> What this task involves: The result should be every line in the data below that carries the string "canvas".

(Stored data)
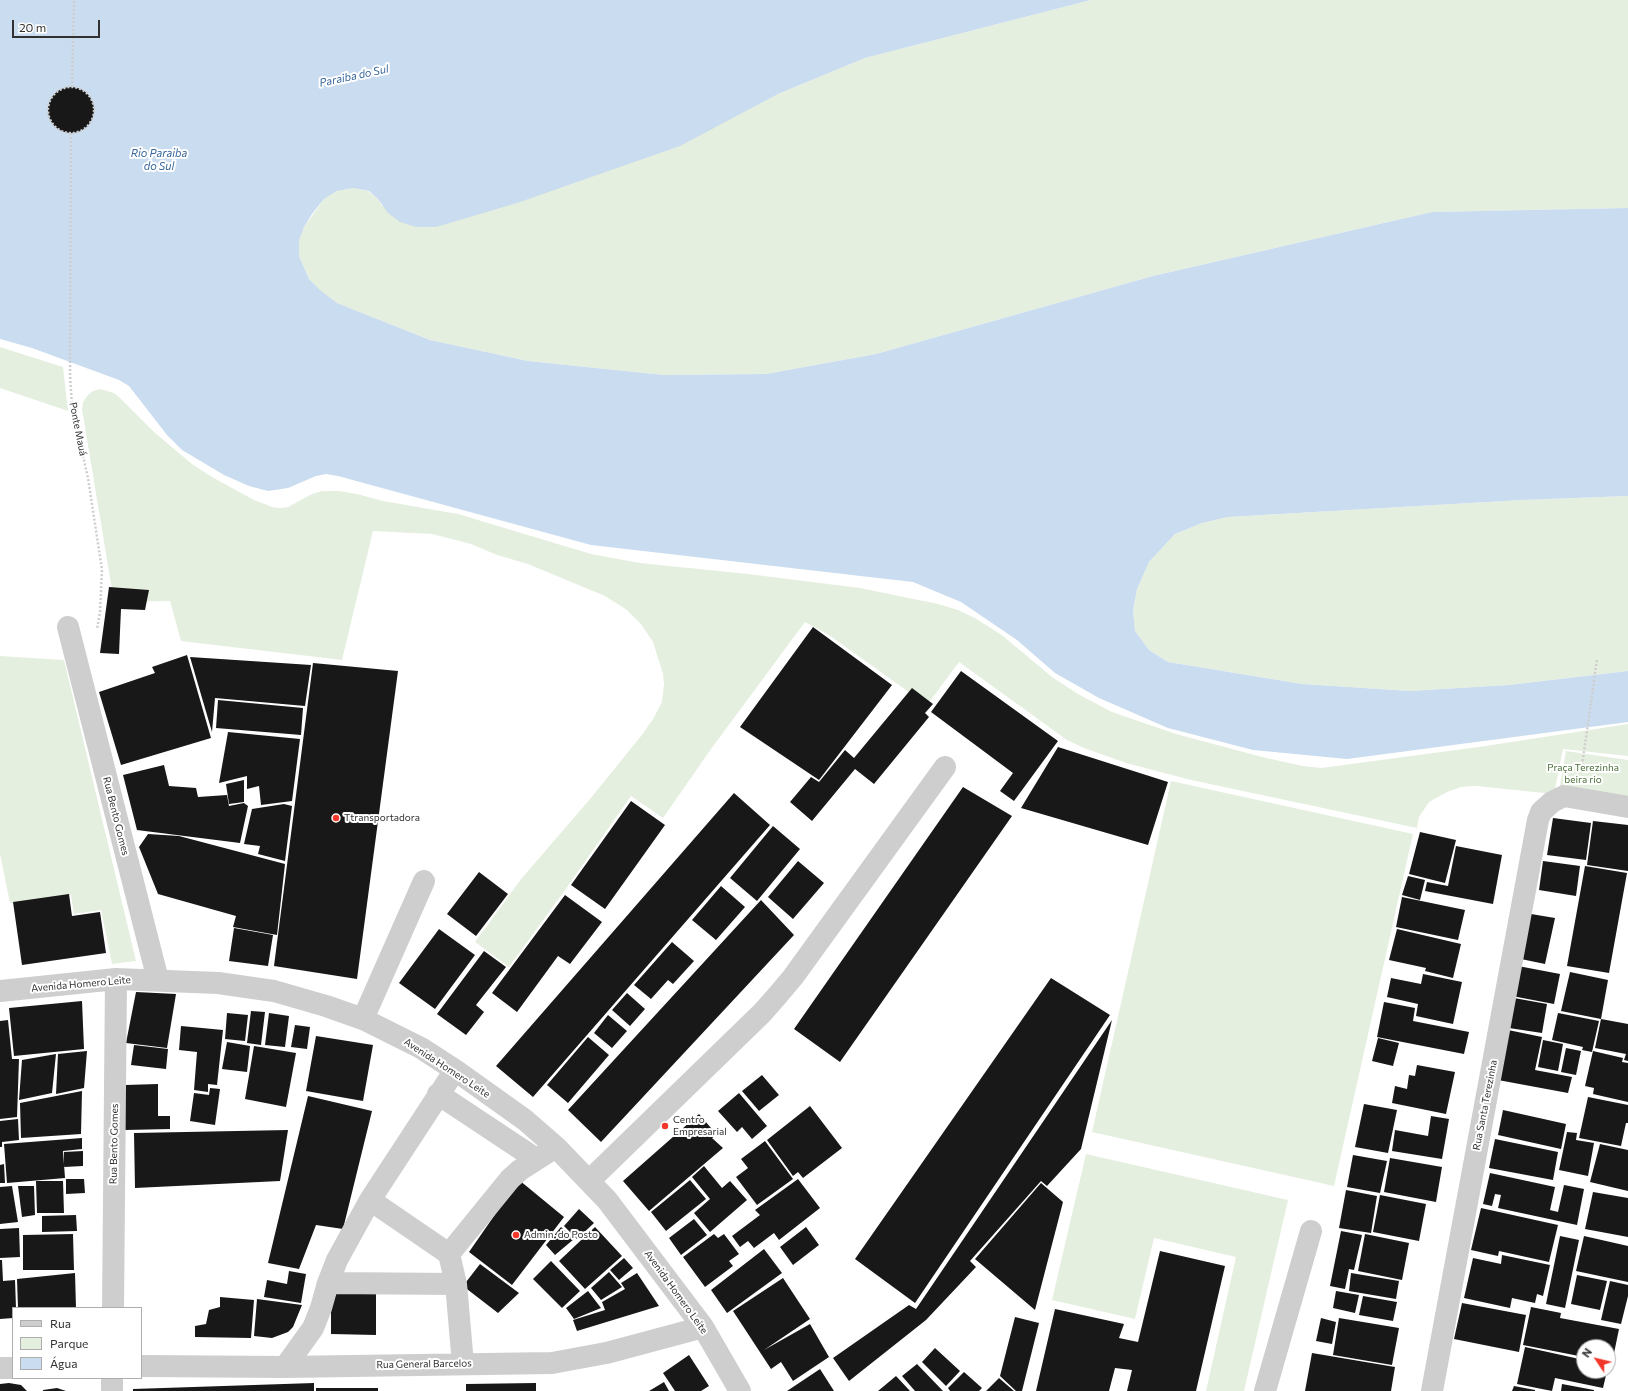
<!DOCTYPE html>
<meta charset="utf-8">
<style>
body{margin:0}
#map{position:relative;width:1628px;height:1391px;overflow:hidden;background:#fff;font-family:Commissioner,sans-serif}
canvas{display:block}
.legend{position:absolute;left:12px;top:1307px;width:130px;height:72px;box-sizing:border-box;background:#fff;border:1px solid #adadad;margin:0;padding:5px 7px;list-style:none;font-size:12px;color:#313131}
.legend li{display:flex;align-items:center;gap:8px;height:20px}
.legend b{width:20px;border:1px solid #adadad}
.north{position:absolute;left:1576px;top:1339px;width:40px;height:40px;box-sizing:border-box;background:#fff;border:1px solid #adadad;border-radius:50%;rotate:305deg;font-size:11px;font-weight:700;line-height:16px;text-align:center;color:#313131}
.north::after{content:'';display:block;margin:auto;width:14px;height:18px;background:#f2372a;clip-path:polygon(50% 0,100% 100%,50% 72%,0 100%)}
.scale{position:absolute;left:12px;top:20px;width:88px;height:18px;box-sizing:border-box;border:2px solid #313131;border-top:0;padding-left:5px;font-size:12px;line-height:14px;white-space:nowrap;color:#313131;-webkit-text-stroke:3px #fff;paint-order:stroke}
</style>
<div id="map">
<canvas width="1628" height="1391"></canvas>
<ul class="legend">
<li><b style="height:5px;background:#cecece"></b>Rua</li>
<li><b style="height:11px;background:#e5efdf"></b>Parque</li>
<li><b style="height:11px;background:#cadcef"></b>Água</li>
</ul>
<div class="north">N</div>
<div class="scale">20 m</div>
</div>
<script>
const context = document.querySelector('canvas').getContext('2d');
context.lineJoin = 'round';
function paint(path, color) {
  context.fillStyle = color;
  context.fill(path, 'evenodd');
}
function poly(rows) {
  const path = new Path2D();
  for (const r of rows) {
    if (r.length === 3) {
      path.moveTo(r[0] + r[2], r[1]);
      path.arc(r[0], r[1], r[2], 0, 2 * Math.PI);
      continue;
    }
    path.moveTo(r[0], r[1]);
    for (let i = 2; i < r.length; i += 2) path.lineTo(r[i], r[i + 1]);
  }
  return path;
}
function trace(path, color, width, dash) {
  context.strokeStyle = color;
  context.lineWidth = width;
  context.lineCap = dash ? 'butt' : 'round';
  context.setLineDash(dash || []);
  context.stroke(path);
}
function drawText(font, color, halo, rows, align = 'center') {
  context.font = font + ' Commissioner,sans-serif';
  context.lineWidth = 4;
  context.setLineDash([]);
  context.textBaseline = 'middle';
  context.strokeStyle = halo;
  context.fillStyle = color;
  for (const [text, x, y, turn = 0] of rows) {
    context.save();
    context.translate(x, y);
    context.rotate((+turn || 0) * Math.PI / 180);
    context.textAlign = isNaN(turn) ? turn : align;
    if (halo) context.strokeText(text, 0, 0);
    context.fillText(text, 0, 0);
    context.restore();
  }
}
const green = poly([
 [1091,0,1628,0,1628,208,1432,212,1153,276,876,354,766,374,664,375,528,361,430,340,337,303,319,290,309,279,299,256,299,241,304,227,324,199,337,191,353,188,368,191,378,199,382,206,778,94,865,58],
 [0,347,63,367,68,411,0,388],
 [100,389,114,393,120,398,154,432,192,464,212,477,254,500,272,507,280,508,288,507,312,494,322,491,339,491,357,494,383,501,458,514,591,554,640,563,748,574,860,588,938,604,958,610,975,618,1003,636,1052,677,1078,694,1112,712,1176,734,1266,758,1303,766,1321,768,1486,746,1628,724,1628,756,1563,749,1554,794,1476,786,1461,787,1447,792,1429,802,1419,817,1417,828,1191,780,1126,763,1084,748,1067,740,959,662,927,705,829,635,805,622,711,749,663,818,631,796,565,890,509,967,475,942,522,878,590,799,641,736,653,719,662,702,664,684,663,674,653,642,641,624,627,610,605,596,528,564,497,555,471,544,432,534,373,531,342,660,181,641,170,601,114,602,82,409,83,402,88,395,93,391],
 [1628,496,1628,671,1509,685,1410,691,1302,684,1168,662,1149,650,1135,631,1133,610,1137,589,1149,562,1175,534,1202,523,1228,517,1522,500],
 [0,656,64,660,136,961,112,964,101,910,74,914,71,895,10,903,0,854],
 [1566,751,1628,760,1628,800,1559,791],
 [1171,781,1413,834,1334,1186,1092,1132],
 [1086,1154,1288,1200,1244,1391,1206,1391,1236,1257,1154,1238,1135,1319,1052,1300]
]);
const water = poly([
 [0,0,1091,0,865,58,778,94,680,146,517,203,436,227,416,227,400,222,388,213,378,199,369,191,353,188,337,191,324,199,312,214,304,227,299,241,299,256,309,279,320,290,337,303,430,340,528,361,664,375,766,374,876,354,1153,276,1432,212,1628,208,1628,496,1522,500,1228,517,1202,523,1175,534,1149,562,1137,589,1133,610,1135,631,1149,650,1168,662,1302,684,1410,691,1509,685,1628,671,1628,722,1347,759,1253,750,1168,728,1099,698,1055,673,1017,640,961,602,913,582,591,545,338,476,326,474,316,476,288,488,268,491,249,486,224,475,182,450,167,435,129,386,119,380,32,348,0,339]
]);
const building = poly([
 [71,110,23],
 [109,587,149,590,145,610,121,609,119,654,100,653],
 [813,627,892,685,819,780,740,727],
 [187,655,211,738,121,765,99,692,155,673,152,667],
 [190,657,311,665,305,706,215,698,212,732],
 [313,663,398,671,357,979,274,966],
 [961,671,1058,741,1014,801,1000,791,1013,773,931,712],
 [912,688,933,704,925,713,929,717,874,784,855,769,812,821,790,802,811,777,819,782,845,750,854,758],
 [218,700,303,708,301,735,216,728],
 [228,732,300,739,292,801,261,805,259,786,247,789,247,776,219,783],
 [1058,747,1168,782,1148,845,1021,808],
 [164,765,169,786,196,788,198,797,227,795,229,806,244,803,248,806,240,843,137,830,123,775],
 [244,780,244,802,229,804,226,784],
 [963,787,1012,816,840,1062,794,1029],
 [734,793,770,825,533,1097,496,1066],
 [631,801,665,825,605,909,571,885],
 [284,804,292,806,285,861,258,854,260,846,244,844,252,809],
 [1553,818,1591,823,1586,860,1547,855],
 [1593,821,1628,825,1628,871,1587,865],
 [773,826,800,849,757,901,730,878],
 [1420,832,1456,840,1445,883,1409,874],
 [148,834,179,836,285,864,277,935,233,927,236,916,158,894,139,847],
 [1456,846,1502,855,1493,904,1425,891,1427,882,1448,886],
 [798,861,824,883,793,919,768,897],
 [1543,861,1580,866,1576,896,1539,890],
 [1585,866,1627,873,1609,973,1567,966],
 [479,872,508,894,476,936,447,914],
 [1408,876,1425,880,1420,900,1402,895],
 [721,886,745,907,716,940,692,920],
 [69,894,72,916,100,912,106,953,22,965,13,902],
 [565,895,602,922,570,964,558,956,517,1012,492,993],
 [1402,897,1465,910,1458,940,1396,927],
 [761,900,794,935,601,1142,568,1110],
 [1531,914,1555,918,1545,964,1521,959],
 [234,928,273,935,268,966,229,961],
 [439,929,475,955,435,1009,399,983],
 [1397,929,1461,944,1453,978,1425,971,1426,968,1389,960],
 [672,942,694,961,673,984,668,980,651,999,634,985],
 [484,951,506,967,476,1005,484,1012,466,1035,437,1014],
 [1518,966,1560,974,1554,1004,1512,996],
 [1570,972,1608,980,1601,1019,1561,1011],
 [1423,974,1462,982,1453,1024,1416,1016,1418,1004,1387,997,1391,978,1421,984],
 [1051,978,1110,1015,915,1303,855,1259],
 [136,992,176,994,167,1048,126,1043],
 [627,993,645,1009,630,1026,612,1010],
 [1514,998,1547,1004,1542,1033,1509,1028],
 [82,1001,84,1049,14,1056,9,1008],
 [1384,1002,1415,1008,1413,1021,1469,1032,1464,1054,1377,1037],
 [251,1011,265,1012,261,1045,247,1043],
 [227,1013,248,1015,245,1041,225,1039],
 [269,1013,289,1016,285,1047,265,1045],
 [1558,1013,1599,1021,1592,1052,1582,1050,1583,1047,1552,1040],
 [608,1015,627,1031,612,1048,594,1033],
 [1601,1019,1628,1024,1628,1061,1624,1060,1626,1054,1595,1048],
 [8,1020,12,1059,19,1059,17,1117,0,1119,0,1021],
 [1112,1020,1081,1149,1047,1186,1041,1181,970,1261,976,1267,926,1320,849,1381,833,1358,909,1305,916,1309],
 [295,1025,310,1027,307,1049,291,1047],
 [181,1026,223,1030,217,1085,208,1084,208,1092,194,1090,197,1052,179,1050],
 [1508,1030,1542,1037,1535,1070,1572,1077,1568,1093,1498,1080],
 [316,1036,373,1045,363,1101,306,1091],
 [588,1037,609,1055,568,1103,547,1085],
 [1378,1038,1399,1043,1393,1066,1372,1061],
 [1543,1040,1563,1044,1558,1071,1538,1067],
 [227,1042,250,1046,247,1072,222,1069],
 [134,1045,168,1049,166,1069,131,1065],
 [254,1046,296,1053,286,1107,245,1099],
 [1566,1048,1581,1051,1576,1075,1561,1072],
 [87,1051,84,1088,56,1094,58,1054],
 [1593,1051,1623,1058,1622,1062,1628,1063,1628,1102,1593,1094,1594,1088,1585,1086],
 [56,1054,52,1093,19,1100,22,1060],
 [1417,1065,1455,1072,1446,1114,1392,1103,1395,1086,1407,1089,1409,1075,1415,1076],
 [762,1075,779,1095,759,1111,742,1091],
 [158,1084,158,1116,170,1116,170,1129,125,1130,125,1085],
 [210,1088,220,1089,215,1125,190,1121,194,1093,209,1095],
 [82,1091,81,1134,21,1138,20,1103],
 [739,1093,767,1126,752,1139,742,1127,737,1132,718,1111],
 [308,1096,372,1111,343,1229,316,1225,299,1269,268,1263],
 [1588,1097,1628,1105,1628,1123,1626,1123,1621,1146,1579,1138],
 [1364,1104,1397,1110,1388,1153,1355,1147],
 [810,1106,842,1148,803,1178,798,1172,793,1176,767,1140],
 [1503,1110,1566,1124,1561,1149,1498,1135],
 [699,1114,717,1135,712,1138,723,1148,649,1211,623,1181],
 [1431,1116,1449,1119,1442,1159,1392,1151,1395,1130,1428,1136],
 [18,1119,19,1140,2,1142,2,1147,0,1147,0,1121],
 [288,1130,280,1181,135,1188,134,1133],
 [1567,1132,1577,1133,1576,1140,1594,1143,1588,1176,1559,1170],
 [82,1138,82,1149,63,1151,65,1178,7,1183,4,1144],
 [1495,1139,1558,1152,1553,1180,1489,1168],
 [765,1141,793,1179,757,1205,736,1177,748,1168,741,1159],
 [1600,1144,1628,1150,1628,1191,1590,1182],
 [83,1151,83,1166,64,1167,64,1152],
 [1353,1155,1387,1161,1380,1193,1347,1187],
 [1390,1158,1442,1167,1436,1202,1384,1192],
 [4,1164,5,1183,0,1183,0,1165],
 [704,1166,722,1188,730,1181,747,1200,710,1232,694,1213,710,1199,692,1177],
 [1490,1173,1555,1187,1550,1210,1558,1212,1564,1185,1584,1189,1577,1225,1498,1208,1501,1195,1495,1194,1492,1206,1483,1204],
 [66,1179,84,1179,85,1193,66,1194],
 [798,1179,820,1208,779,1240,774,1233,754,1248,748,1241,740,1247,732,1236,760,1215,755,1210],
 [519,1180,564,1217,512,1285,469,1252],
 [690,1180,706,1199,666,1231,651,1212],
 [36,1181,63,1181,64,1213,37,1213],
 [1041,1183,1063,1202,1035,1310,975,1259],
 [12,1186,18,1222,0,1224,0,1187],
 [18,1186,34,1186,35,1215,22,1217],
 [1346,1190,1377,1196,1371,1233,1339,1228],
 [1593,1192,1628,1198,1628,1237,1585,1229],
 [1380,1195,1426,1204,1419,1241,1373,1232],
 [1481,1208,1558,1225,1549,1262,1499,1251,1498,1256,1471,1250],
 [579,1209,594,1223,577,1239,564,1226],
 [76,1215,77,1231,42,1232,42,1216],
 [694,1219,707,1235,681,1255,669,1238],
 [561,1227,574,1239,555,1255,546,1245],
 [595,1227,622,1256,585,1289,559,1261],
 [806,1227,819,1245,793,1265,780,1247],
 [19,1228,20,1257,0,1258,0,1229],
 [1341,1231,1362,1235,1354,1270,1349,1269,1345,1289,1330,1286],
 [73,1234,74,1270,23,1270,23,1235],
 [714,1234,718,1238,724,1234,739,1254,729,1261,733,1266,705,1287,683,1257],
 [1365,1234,1409,1243,1402,1280,1358,1271],
 [1560,1236,1579,1240,1565,1308,1546,1304],
 [1584,1236,1628,1246,1628,1282,1576,1271],
 [764,1249,782,1273,727,1313,711,1290],
 [1160,1251,1225,1266,1196,1391,1127,1391,1132,1370,1115,1368,1109,1391,1036,1391,1055,1309,1124,1324,1119,1338,1138,1342],
 [1502,1255,1550,1265,1543,1296,1537,1294,1535,1303,1512,1298,1510,1308,1464,1298,1473,1258,1501,1264],
 [624,1258,633,1268,619,1280,610,1270],
 [0,1260,2,1260,3,1281,15,1280,16,1308,13,1308,13,1318,0,1319],
 [551,1261,580,1291,562,1308,533,1279],
 [480,1264,519,1293,498,1313,463,1286],
 [289,1271,306,1274,301,1303,264,1297,267,1280,287,1284],
 [609,1272,622,1287,601,1300,591,1288],
 [75,1273,76,1308,18,1308,17,1279],
 [637,1273,659,1306,577,1331,573,1320,605,1310,602,1302,625,1289,621,1283],
 [1351,1273,1399,1281,1396,1299,1349,1291],
 [1577,1275,1607,1281,1600,1310,1571,1304],
 [783,1278,810,1319,764,1350,810,1324,829,1357,793,1381,781,1362,771,1369,733,1311],
 [1610,1281,1628,1285,1628,1296,1621,1324,1601,1320],
 [331,1291,376,1292,376,1335,331,1334],
 [588,1291,601,1308,574,1319,566,1308],
 [1336,1291,1359,1295,1355,1313,1333,1308],
 [1363,1296,1397,1302,1393,1321,1359,1315],
 [220,1297,254,1300,251,1338,195,1337,195,1326,206,1324,209,1310,220,1307],
 [257,1299,302,1305,293,1327,288,1332,272,1338,254,1336],
 [1462,1303,1526,1315,1519,1352,1454,1339],
 [1531,1307,1561,1313,1560,1318,1619,1329,1612,1363,1608,1362,1608,1347,1584,1347,1584,1357,1523,1345],
 [1015,1317,1039,1323,1022,1391,1016,1391,1000,1376],
 [1321,1318,1336,1322,1332,1344,1316,1341],
 [1339,1318,1399,1328,1392,1365,1333,1355],
 [1525,1347,1584,1360,1584,1371,1607,1371,1603,1388,1555,1378,1552,1391,1517,1384],
 [935,1348,960,1371,946,1386,922,1362],
 [1312,1353,1395,1367,1391,1391,1305,1391],
 [689,1355,709,1386,701,1391,675,1391,663,1373],
 [917,1364,943,1391,915,1391,902,1376],
 [820,1369,834,1391,787,1391],
 [964,1372,982,1388,979,1391,950,1391,948,1388],
 [896,1376,910,1391,878,1391],
 [999,1378,1014,1391,986,1391],
 [664,1382,669,1391,649,1391],
 [9,1383,21,1385,27,1391,0,1391,0,1384],
 [314,1383,314,1391,133,1391,133,1389],
 [536,1383,536,1391,466,1391,466,1384],
 [1562,1384,1594,1390,1594,1391,1561,1391],
 [1514,1386,1535,1390,1535,1391,1512,1391],
 [57,1388,66,1391,43,1391,43,1390],
 [316,1388,378,1388,378,1391,316,1391]
]);
const path = poly([
 [71,110,23],
 [72,87,74,0],
 [71,133,70,374,72,407,88,478,102,570,100,612,97,629],
 [1581,773,1597,659]
]);
const minor = poly([
 [68,627,158,980],
 [0,991,116,979,218,983,274,991,326,1006,363,1019,421,1048,455,1070,525,1120,556,1147,607,1200,703,1327,740,1391],
 [363,1019,424,881],
 [438,1094,536,1159],
 [589,1181,762,1013,777,996,793,977,945,767],
 [370,1200,455,1070],
 [449,1254,510,1179,520,1170,556,1147],
 [328,1283,456,1284],
 [113,1308,116,979],
 [141,1366,285,1367,552,1363,606,1353,703,1327],
 [285,1367,313,1328,321,1308,328,1283,337,1260,370,1200,449,1254,456,1284,463,1364],
 [0,1368,13,1368],
 [112,1378,112,1391],
 [1265,1391,1311,1231],
 [1432,1391,1538,820,1541,812,1552,802,1564,796,1628,807]
]);
const markers = [
 [336,818,4,"#f2372a"],
 [665,1126,4,"#f2372a"],
 [516,1235,4,"#f2372a"]
];
const streetNames = [
 ["Ponte Mauá",78,429,79],
 ["Rua Bento Gomes",116,816,76],
 ["Avenida Homero Leite",81,984,-5],
 ["Avenida Homero Leite",447,1068,33],
 ["Rua Santa Terezinha",1485,1105,-79],
 ["Rua Bento Gomes",114,1144,-89],
 ["Avenida Homero Leite",676,1292,54],
 ["Rua General Barcelos",424,1364,-1]
];
const parkNames = [
 ["Praça Terezinha",1583,768],
 ["beira rio",1583,780]
];
const poiNames = [
 ["Ttransportadora",344,818],
 ["Centro",673,1120],
 ["Empresarial",673,1132],
 ["Admin. do Posto",524,1235]
];
const waterNames = [
 ["Paraiba do Sul",354,76,-12],
 ["Rio Paraiba",159,153],
 ["do Sul",159,166]
];
paint(green, '#e5efdf');
paint(water, '#cadcef');
paint(building, '#181818');
trace(path, '#cecece', 2.5, [2, 2]);
trace(minor, '#cecece', 22);
for (const [x, y, r, color] of markers) {
  const dot = new Path2D();
  dot.arc(x, y, r, 0, 2 * Math.PI);
  context.fillStyle = color;
  context.fill(dot);
  trace(dot, '#fff', 1.5);
}
drawText('10px', '#313131', '#fff', streetNames);
drawText('10px', '#4c713a', '#fff', parkNames);
drawText('10px', '#313131', '#fff', poiNames, 'left');
drawText('italic 11px', '#38679b', '#fff', waterNames);
</script>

> Response for this exercise:
canvas{display:block}
<canvas width="1628" height="1391"></canvas>
const context = document.querySelector('canvas').getContext('2d');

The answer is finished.